Your instructions
Find the lines of data that contain the string "body", then list them.

Stored data entries
>>>>>

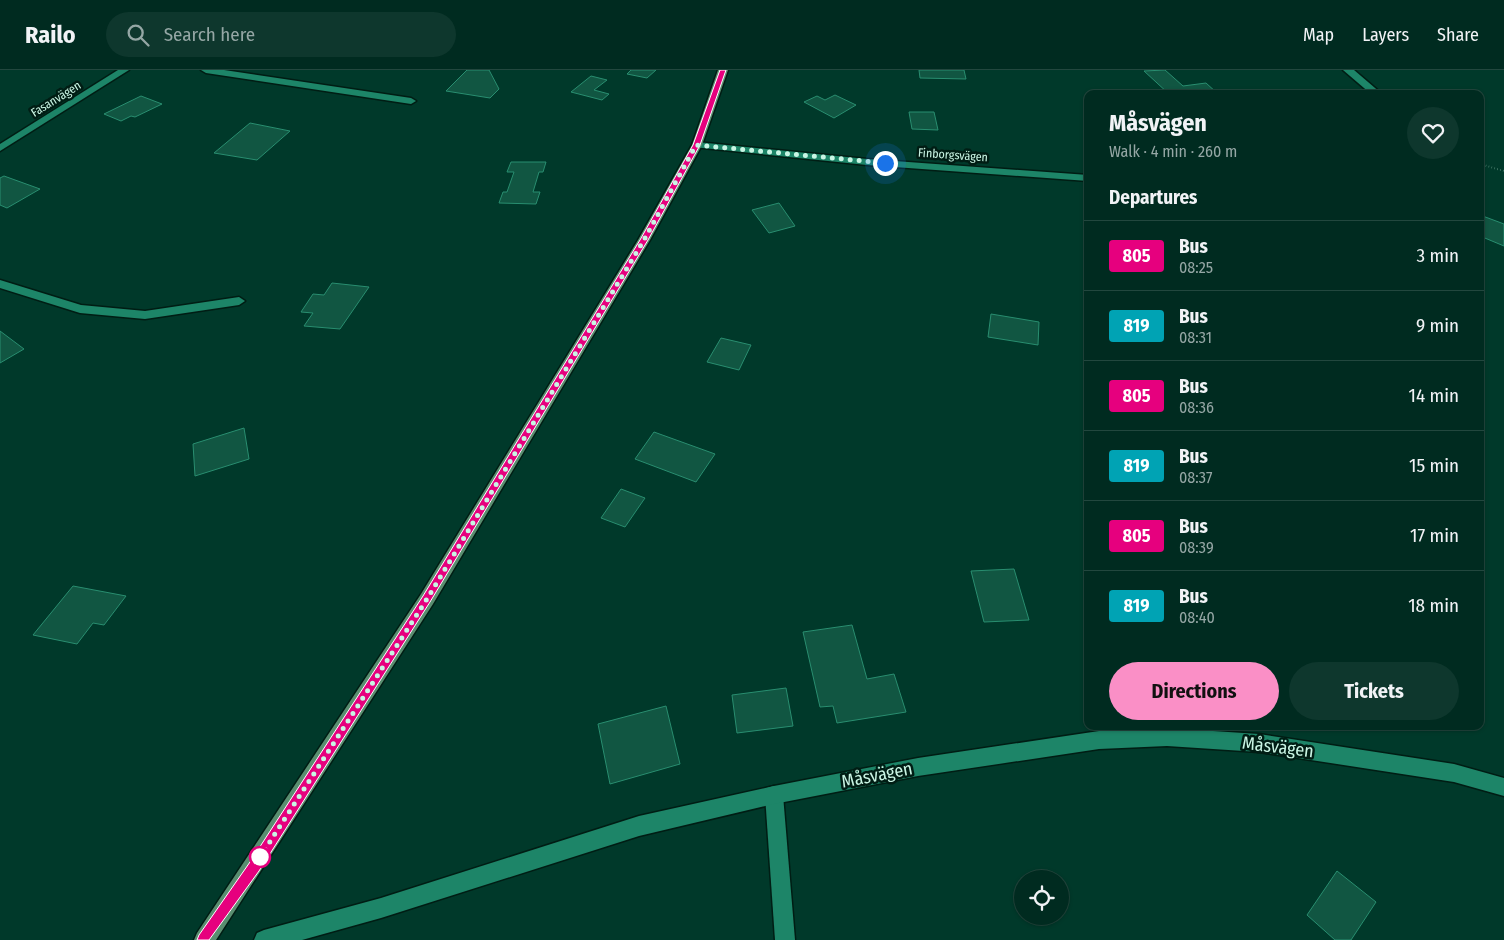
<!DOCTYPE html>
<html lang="en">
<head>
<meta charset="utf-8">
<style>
  :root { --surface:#002b20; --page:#0e372d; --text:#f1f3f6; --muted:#95a7a5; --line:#22473e; --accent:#fa8fc6 }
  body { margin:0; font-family:"Fira Sans Condensed",sans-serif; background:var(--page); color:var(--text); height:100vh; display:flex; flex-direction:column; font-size:19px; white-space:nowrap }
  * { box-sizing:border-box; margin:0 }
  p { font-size:16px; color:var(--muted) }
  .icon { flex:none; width:28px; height:28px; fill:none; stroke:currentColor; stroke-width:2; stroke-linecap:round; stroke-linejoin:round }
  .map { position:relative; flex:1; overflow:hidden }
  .side { position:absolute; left:1084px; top:20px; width:400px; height:640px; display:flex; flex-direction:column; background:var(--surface); border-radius:10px; box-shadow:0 1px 4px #0004,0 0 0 1px var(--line) }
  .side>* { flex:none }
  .badge { padding:0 10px; border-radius:4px; font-size:18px; line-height:32px }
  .buttons { position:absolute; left:1014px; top:800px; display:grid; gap:10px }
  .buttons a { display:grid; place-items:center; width:55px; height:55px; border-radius:50%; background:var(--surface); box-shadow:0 1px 4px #0004,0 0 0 1px var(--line); font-size:25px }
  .you { position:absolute; width:25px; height:25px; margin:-12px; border:4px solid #fff; border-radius:50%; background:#1a73e8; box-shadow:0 0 0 8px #1a73e833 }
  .map>.badge { position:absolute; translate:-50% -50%; box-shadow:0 0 0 2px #fff }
  h2 { padding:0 25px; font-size:19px; line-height:45px }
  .round { display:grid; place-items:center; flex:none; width:52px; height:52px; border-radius:26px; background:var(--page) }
  .headline { display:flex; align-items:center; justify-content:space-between; height:85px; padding:0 25px }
  h1 { font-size:24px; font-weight:700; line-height:38px }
  .cta { display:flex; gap:10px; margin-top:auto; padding:10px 25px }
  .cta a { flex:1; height:58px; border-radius:30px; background:var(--accent); color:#111; font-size:20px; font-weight:700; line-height:58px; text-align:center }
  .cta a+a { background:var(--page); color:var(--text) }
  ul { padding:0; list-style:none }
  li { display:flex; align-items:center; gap:15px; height:70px; padding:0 25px; border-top:1px solid var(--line) }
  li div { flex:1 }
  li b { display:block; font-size:19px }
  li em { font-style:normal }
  li .badge { min-width:55px; font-weight:700; text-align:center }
  header { display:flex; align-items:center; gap:30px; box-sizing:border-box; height:70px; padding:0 25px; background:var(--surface); border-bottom:1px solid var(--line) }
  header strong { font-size:24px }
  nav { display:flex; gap:28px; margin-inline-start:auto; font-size:18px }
  .search { width:350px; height:45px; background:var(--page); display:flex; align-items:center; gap:12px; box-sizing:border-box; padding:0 18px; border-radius:28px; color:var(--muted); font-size:19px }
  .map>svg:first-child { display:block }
  .building { fill:#115642; stroke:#298e70 }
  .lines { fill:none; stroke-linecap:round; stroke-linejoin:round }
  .lane-casing { stroke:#001d14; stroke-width:3 }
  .street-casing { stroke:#001d14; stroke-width:3 }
  .secondary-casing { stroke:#001d14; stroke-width:3 }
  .path { stroke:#649686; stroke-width:2; stroke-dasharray:0.5 2.5; stroke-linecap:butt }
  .lane { fill:#1d8568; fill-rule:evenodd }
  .street { fill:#1d8568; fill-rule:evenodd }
  .secondary { fill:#598e70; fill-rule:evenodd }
  .line { fill:#e6007e; stroke:#fff }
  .walk { stroke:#c9f5e4; stroke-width:5; stroke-dasharray:0 9 }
  .stop-dot { fill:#fff; stroke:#e6007e; stroke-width:2.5 }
  .labels { text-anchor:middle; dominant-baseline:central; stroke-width:5; stroke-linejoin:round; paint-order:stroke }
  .far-street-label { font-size:12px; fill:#c9f5e4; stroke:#001d14 }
  .near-street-label { font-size:18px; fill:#c9f5e4; stroke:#001d14 }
</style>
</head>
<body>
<header>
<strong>Railo</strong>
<div class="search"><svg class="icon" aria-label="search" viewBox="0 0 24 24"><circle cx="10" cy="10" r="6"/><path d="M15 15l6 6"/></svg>Search here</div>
<nav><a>Map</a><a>Layers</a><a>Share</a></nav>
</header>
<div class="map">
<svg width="1504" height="870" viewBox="0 0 1504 870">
  <rect width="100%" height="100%" fill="#00392a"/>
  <g class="building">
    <path d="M 467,0 L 489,0 L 499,19 L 490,28 L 446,21 Z"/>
    <path d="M 631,0 L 656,0 L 647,8 L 627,4 Z"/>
    <path d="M 919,0 L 964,0 L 966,9 L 920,8 Z"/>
    <path d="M 1165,0 L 1183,16 L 1206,13 L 1217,23 L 1169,24 L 1144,1 Z"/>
    <path d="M 591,6 L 607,10 L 594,20 L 609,24 L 602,30 L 571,22 Z"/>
    <path d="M 835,25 L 856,35 L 834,48 L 804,32 L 817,26 L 825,30 Z"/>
    <path d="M 141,26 L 162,34 L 135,47 L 131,46 L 121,51 L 104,44 Z"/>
    <path d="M 909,42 L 934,42 L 938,60 L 912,59 Z"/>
    <path d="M 250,53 L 290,61 L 257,90 L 214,83 Z"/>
    <path d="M 511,92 L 546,92 L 543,102 L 539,102 L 533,122 L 540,122 L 536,134 L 499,133 L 503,122 L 507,122 L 514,102 L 507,102 Z"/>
    <path d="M 4,106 L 40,119 L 7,138 L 0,135 L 0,108 Z"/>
    <path d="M 779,133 L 795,156 L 769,163 L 752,140 Z"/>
    <path d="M 1480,145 L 1504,154 L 1504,176 L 1480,166 Z"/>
    <path d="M 332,213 L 369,217 L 340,259 L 304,256 L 313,243 L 301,242 L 313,224 L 324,225 Z"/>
    <path d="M 991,244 L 1039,252 L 1038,275 L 988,267 Z"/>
    <path d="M 0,261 L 24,279 L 0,293 Z"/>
    <path d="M 721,268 L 751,275 L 739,300 L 707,292 Z"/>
    <path d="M 244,358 L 249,389 L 195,406 L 193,374 Z"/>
    <path d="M 654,362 L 715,384 L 696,412 L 635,389 Z"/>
    <path d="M 621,419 L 645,428 L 625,457 L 601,448 Z"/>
    <path d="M 1014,499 L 1029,550 L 984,552 L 971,501 Z"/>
    <path d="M 73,516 L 126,526 L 104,555 L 93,553 L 77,574 L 33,565 Z"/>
    <path d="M 852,555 L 867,609 L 894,604 L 906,642 L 837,653 L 833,636 L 820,637 L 803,562 Z"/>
    <path d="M 786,618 L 793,656 L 737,663 L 732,625 Z"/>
    <path d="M 666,636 L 680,694 L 610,714 L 598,654 Z"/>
    <path d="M 1337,801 L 1376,832 L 1351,870 L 1335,870 L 1307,845 Z"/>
  </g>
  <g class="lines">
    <defs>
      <g id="lane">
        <path d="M 201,0 L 224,0 L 411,28 L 416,31 L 411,34 L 206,3 Z"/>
        <path d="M 0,210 L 81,235 L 145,241 L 239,227 L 245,231 L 239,235 L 145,249 L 80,243 L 0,218 Z"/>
        <path d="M 774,716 L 781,718 L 783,725 L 795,870 L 775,870 L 765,725 L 767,718 Z"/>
      </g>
      <g id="street">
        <path d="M 118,0 L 129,0 L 0,81 L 0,74 Z"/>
        <path d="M 1343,0 L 1354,0 L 1382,24 L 1371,24 Z"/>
        <path d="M 697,72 L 867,89 L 1088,105 L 1088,111 L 867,95 L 693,77 L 693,73 Z"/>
        <path d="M 1167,658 L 1259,664 L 1454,694 L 1504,708 L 1504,726 L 1454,712 L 1259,682 L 1167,676 L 1099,679 L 918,706 L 774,734 L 639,766 L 381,848 L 302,870 L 254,870 L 257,863 L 264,860 L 381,828 L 639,746 L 774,716 L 918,688 L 1099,661 Z"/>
      </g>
      <path id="secondary" d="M 718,0 L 728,0 L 702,75 L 650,170 L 433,534 L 216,870 L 194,870 L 197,863 L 421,524 L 638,170 L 692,75 Z"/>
    </defs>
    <use href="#lane" class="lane-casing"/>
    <use href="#street" class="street-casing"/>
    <use href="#secondary" class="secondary-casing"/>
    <path class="path" d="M 1480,94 L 1504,101"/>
    <use href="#lane" class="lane"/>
    <use href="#street" class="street"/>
    <use href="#secondary" class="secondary"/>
  </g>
  <path class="line" d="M 720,0 L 726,0 L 700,75 L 648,170 L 430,532 L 259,801 L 209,870 L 197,870 L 199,865 L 250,792 L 423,526 L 640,170 L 693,75 Z"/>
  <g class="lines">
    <path class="walk" d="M 260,787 L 427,529 L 644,170 L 696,75 L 885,93"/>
  </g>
  <circle class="stop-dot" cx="260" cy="787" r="10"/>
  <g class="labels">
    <g class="far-street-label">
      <text transform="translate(56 29) rotate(-32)">Fasanvägen</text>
      <text transform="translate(953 85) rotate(4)">Finborgsvägen</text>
    </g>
    <g class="near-street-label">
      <text transform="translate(1278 677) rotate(7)">Måsvägen</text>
      <text transform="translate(877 705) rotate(-11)">Måsvägen</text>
    </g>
  </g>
</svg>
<div class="buttons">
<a><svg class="icon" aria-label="locate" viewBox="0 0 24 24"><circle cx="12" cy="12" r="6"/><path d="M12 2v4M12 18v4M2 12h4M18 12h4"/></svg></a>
</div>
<div class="you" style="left:885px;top:93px"></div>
<section class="side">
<div class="headline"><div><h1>Måsvägen</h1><p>Walk · 4 min · 260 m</p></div><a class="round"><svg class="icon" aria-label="heart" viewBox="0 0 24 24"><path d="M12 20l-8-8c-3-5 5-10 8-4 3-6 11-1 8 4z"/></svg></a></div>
<h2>Departures</h2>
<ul>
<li><span class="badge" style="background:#e6007e;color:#fff">805</span><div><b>Bus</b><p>08:25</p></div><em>3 min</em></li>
<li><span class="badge" style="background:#00a3b4;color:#fff">819</span><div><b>Bus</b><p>08:31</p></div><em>9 min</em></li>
<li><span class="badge" style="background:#e6007e;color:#fff">805</span><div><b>Bus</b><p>08:36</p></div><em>14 min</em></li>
<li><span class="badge" style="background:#00a3b4;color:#fff">819</span><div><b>Bus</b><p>08:37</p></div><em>15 min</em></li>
<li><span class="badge" style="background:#e6007e;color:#fff">805</span><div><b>Bus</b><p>08:39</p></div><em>17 min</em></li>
<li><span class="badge" style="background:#00a3b4;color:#fff">819</span><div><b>Bus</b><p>08:40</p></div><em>18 min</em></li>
</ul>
<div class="cta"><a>Directions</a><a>Tickets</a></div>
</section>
</div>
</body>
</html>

<<<<<

Reply
  body { margin:0; font-family:"Fira Sans Condensed",sans-serif; background:var(--page); color:var(--text); height:100vh; display:flex; flex-direction:column; font-size:19px; white-space:nowrap }
<body>
</body>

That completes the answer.